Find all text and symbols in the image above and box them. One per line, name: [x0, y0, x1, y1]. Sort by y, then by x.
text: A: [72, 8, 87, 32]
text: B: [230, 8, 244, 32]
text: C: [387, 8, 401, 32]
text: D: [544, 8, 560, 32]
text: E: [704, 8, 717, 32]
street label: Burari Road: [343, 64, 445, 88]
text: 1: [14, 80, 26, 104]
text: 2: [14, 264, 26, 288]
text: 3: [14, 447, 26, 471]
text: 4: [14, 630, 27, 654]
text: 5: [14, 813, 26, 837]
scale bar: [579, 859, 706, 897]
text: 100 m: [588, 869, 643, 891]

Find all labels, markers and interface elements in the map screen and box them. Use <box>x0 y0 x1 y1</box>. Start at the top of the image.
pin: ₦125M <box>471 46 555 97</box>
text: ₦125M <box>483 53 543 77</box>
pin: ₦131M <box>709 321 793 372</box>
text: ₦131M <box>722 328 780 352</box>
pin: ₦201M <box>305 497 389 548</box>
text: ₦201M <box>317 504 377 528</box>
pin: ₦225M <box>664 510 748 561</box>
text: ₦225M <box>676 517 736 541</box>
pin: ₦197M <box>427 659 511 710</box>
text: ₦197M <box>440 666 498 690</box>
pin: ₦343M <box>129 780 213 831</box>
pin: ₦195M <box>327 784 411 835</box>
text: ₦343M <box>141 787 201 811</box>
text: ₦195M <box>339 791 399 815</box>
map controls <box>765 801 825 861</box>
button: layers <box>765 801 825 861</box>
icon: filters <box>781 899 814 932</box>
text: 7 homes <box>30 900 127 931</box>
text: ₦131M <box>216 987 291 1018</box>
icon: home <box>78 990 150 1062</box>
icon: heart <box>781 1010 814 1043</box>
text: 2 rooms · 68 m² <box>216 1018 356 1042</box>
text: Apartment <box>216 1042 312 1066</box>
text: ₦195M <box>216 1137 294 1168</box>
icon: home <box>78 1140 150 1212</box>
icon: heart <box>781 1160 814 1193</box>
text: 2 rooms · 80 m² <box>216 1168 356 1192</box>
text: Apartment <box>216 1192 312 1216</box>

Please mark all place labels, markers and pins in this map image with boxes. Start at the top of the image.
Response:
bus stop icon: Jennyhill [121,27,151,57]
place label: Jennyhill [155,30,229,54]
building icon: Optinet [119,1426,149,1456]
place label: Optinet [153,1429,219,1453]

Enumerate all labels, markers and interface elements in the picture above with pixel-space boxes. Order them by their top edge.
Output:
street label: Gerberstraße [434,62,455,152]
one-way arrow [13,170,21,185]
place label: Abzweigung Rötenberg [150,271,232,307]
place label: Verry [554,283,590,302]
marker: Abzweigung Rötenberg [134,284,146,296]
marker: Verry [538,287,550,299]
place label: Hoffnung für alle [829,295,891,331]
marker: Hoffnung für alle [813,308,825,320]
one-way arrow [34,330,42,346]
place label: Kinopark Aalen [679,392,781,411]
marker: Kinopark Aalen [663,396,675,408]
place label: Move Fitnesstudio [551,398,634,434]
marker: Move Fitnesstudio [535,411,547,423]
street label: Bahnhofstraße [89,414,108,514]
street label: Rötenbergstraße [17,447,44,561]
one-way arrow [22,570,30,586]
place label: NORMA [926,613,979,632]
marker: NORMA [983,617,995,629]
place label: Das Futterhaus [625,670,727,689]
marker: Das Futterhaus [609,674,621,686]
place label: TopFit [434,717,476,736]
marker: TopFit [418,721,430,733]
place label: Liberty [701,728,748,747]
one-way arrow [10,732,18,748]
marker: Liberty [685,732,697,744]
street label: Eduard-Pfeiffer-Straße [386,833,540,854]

# What is required
The answer must be every record above, repeated exactly as written.

# Solution for this problem
Find all text and symbols in the image above and box them. One per line, name: [x0, y0, x1, y1]. Sort by y, then by x.
text: A: [72, 8, 87, 32]
text: B: [230, 8, 244, 32]
text: C: [387, 8, 401, 32]
text: D: [544, 8, 560, 32]
text: E: [704, 8, 717, 32]
street label: Burari Road: [343, 64, 445, 88]
text: 1: [14, 80, 26, 104]
text: 2: [14, 264, 26, 288]
text: 3: [14, 447, 26, 471]
text: 4: [14, 630, 27, 654]
text: 5: [14, 813, 26, 837]
scale bar: [579, 859, 706, 897]
text: 100 m: [588, 869, 643, 891]

Find all labels, markers and interface elements in the map screen and box them. Use <box>x0 y0 x1 y1</box>. Start at the top of the image.
pin: ₦125M <box>471 46 555 97</box>
text: ₦125M <box>483 53 543 77</box>
pin: ₦131M <box>709 321 793 372</box>
text: ₦131M <box>722 328 780 352</box>
pin: ₦201M <box>305 497 389 548</box>
text: ₦201M <box>317 504 377 528</box>
pin: ₦225M <box>664 510 748 561</box>
text: ₦225M <box>676 517 736 541</box>
pin: ₦197M <box>427 659 511 710</box>
text: ₦197M <box>440 666 498 690</box>
pin: ₦343M <box>129 780 213 831</box>
pin: ₦195M <box>327 784 411 835</box>
text: ₦343M <box>141 787 201 811</box>
text: ₦195M <box>339 791 399 815</box>
map controls <box>765 801 825 861</box>
button: layers <box>765 801 825 861</box>
icon: filters <box>781 899 814 932</box>
text: 7 homes <box>30 900 127 931</box>
text: ₦131M <box>216 987 291 1018</box>
icon: home <box>78 990 150 1062</box>
icon: heart <box>781 1010 814 1043</box>
text: 2 rooms · 68 m² <box>216 1018 356 1042</box>
text: Apartment <box>216 1042 312 1066</box>
text: ₦195M <box>216 1137 294 1168</box>
icon: home <box>78 1140 150 1212</box>
icon: heart <box>781 1160 814 1193</box>
text: 2 rooms · 80 m² <box>216 1168 356 1192</box>
text: Apartment <box>216 1192 312 1216</box>

Please mark all place labels, markers and pins in this map image with boxes. Start at the top of the image.
Response:
bus stop icon: Jennyhill [121,27,151,57]
place label: Jennyhill [155,30,229,54]
building icon: Optinet [119,1426,149,1456]
place label: Optinet [153,1429,219,1453]

Enumerate all labels, markers and interface elements in the picture above with pixel-space boxes. Order them by their top edge.
Output:
street label: Gerberstraße [434,62,455,152]
one-way arrow [13,170,21,185]
place label: Abzweigung Rötenberg [150,271,232,307]
place label: Verry [554,283,590,302]
marker: Abzweigung Rötenberg [134,284,146,296]
marker: Verry [538,287,550,299]
place label: Hoffnung für alle [829,295,891,331]
marker: Hoffnung für alle [813,308,825,320]
one-way arrow [34,330,42,346]
place label: Kinopark Aalen [679,392,781,411]
marker: Kinopark Aalen [663,396,675,408]
place label: Move Fitnesstudio [551,398,634,434]
marker: Move Fitnesstudio [535,411,547,423]
street label: Bahnhofstraße [89,414,108,514]
street label: Rötenbergstraße [17,447,44,561]
one-way arrow [22,570,30,586]
place label: NORMA [926,613,979,632]
marker: NORMA [983,617,995,629]
place label: Das Futterhaus [625,670,727,689]
marker: Das Futterhaus [609,674,621,686]
place label: TopFit [434,717,476,736]
marker: TopFit [418,721,430,733]
place label: Liberty [701,728,748,747]
one-way arrow [10,732,18,748]
marker: Liberty [685,732,697,744]
street label: Eduard-Pfeiffer-Straße [386,833,540,854]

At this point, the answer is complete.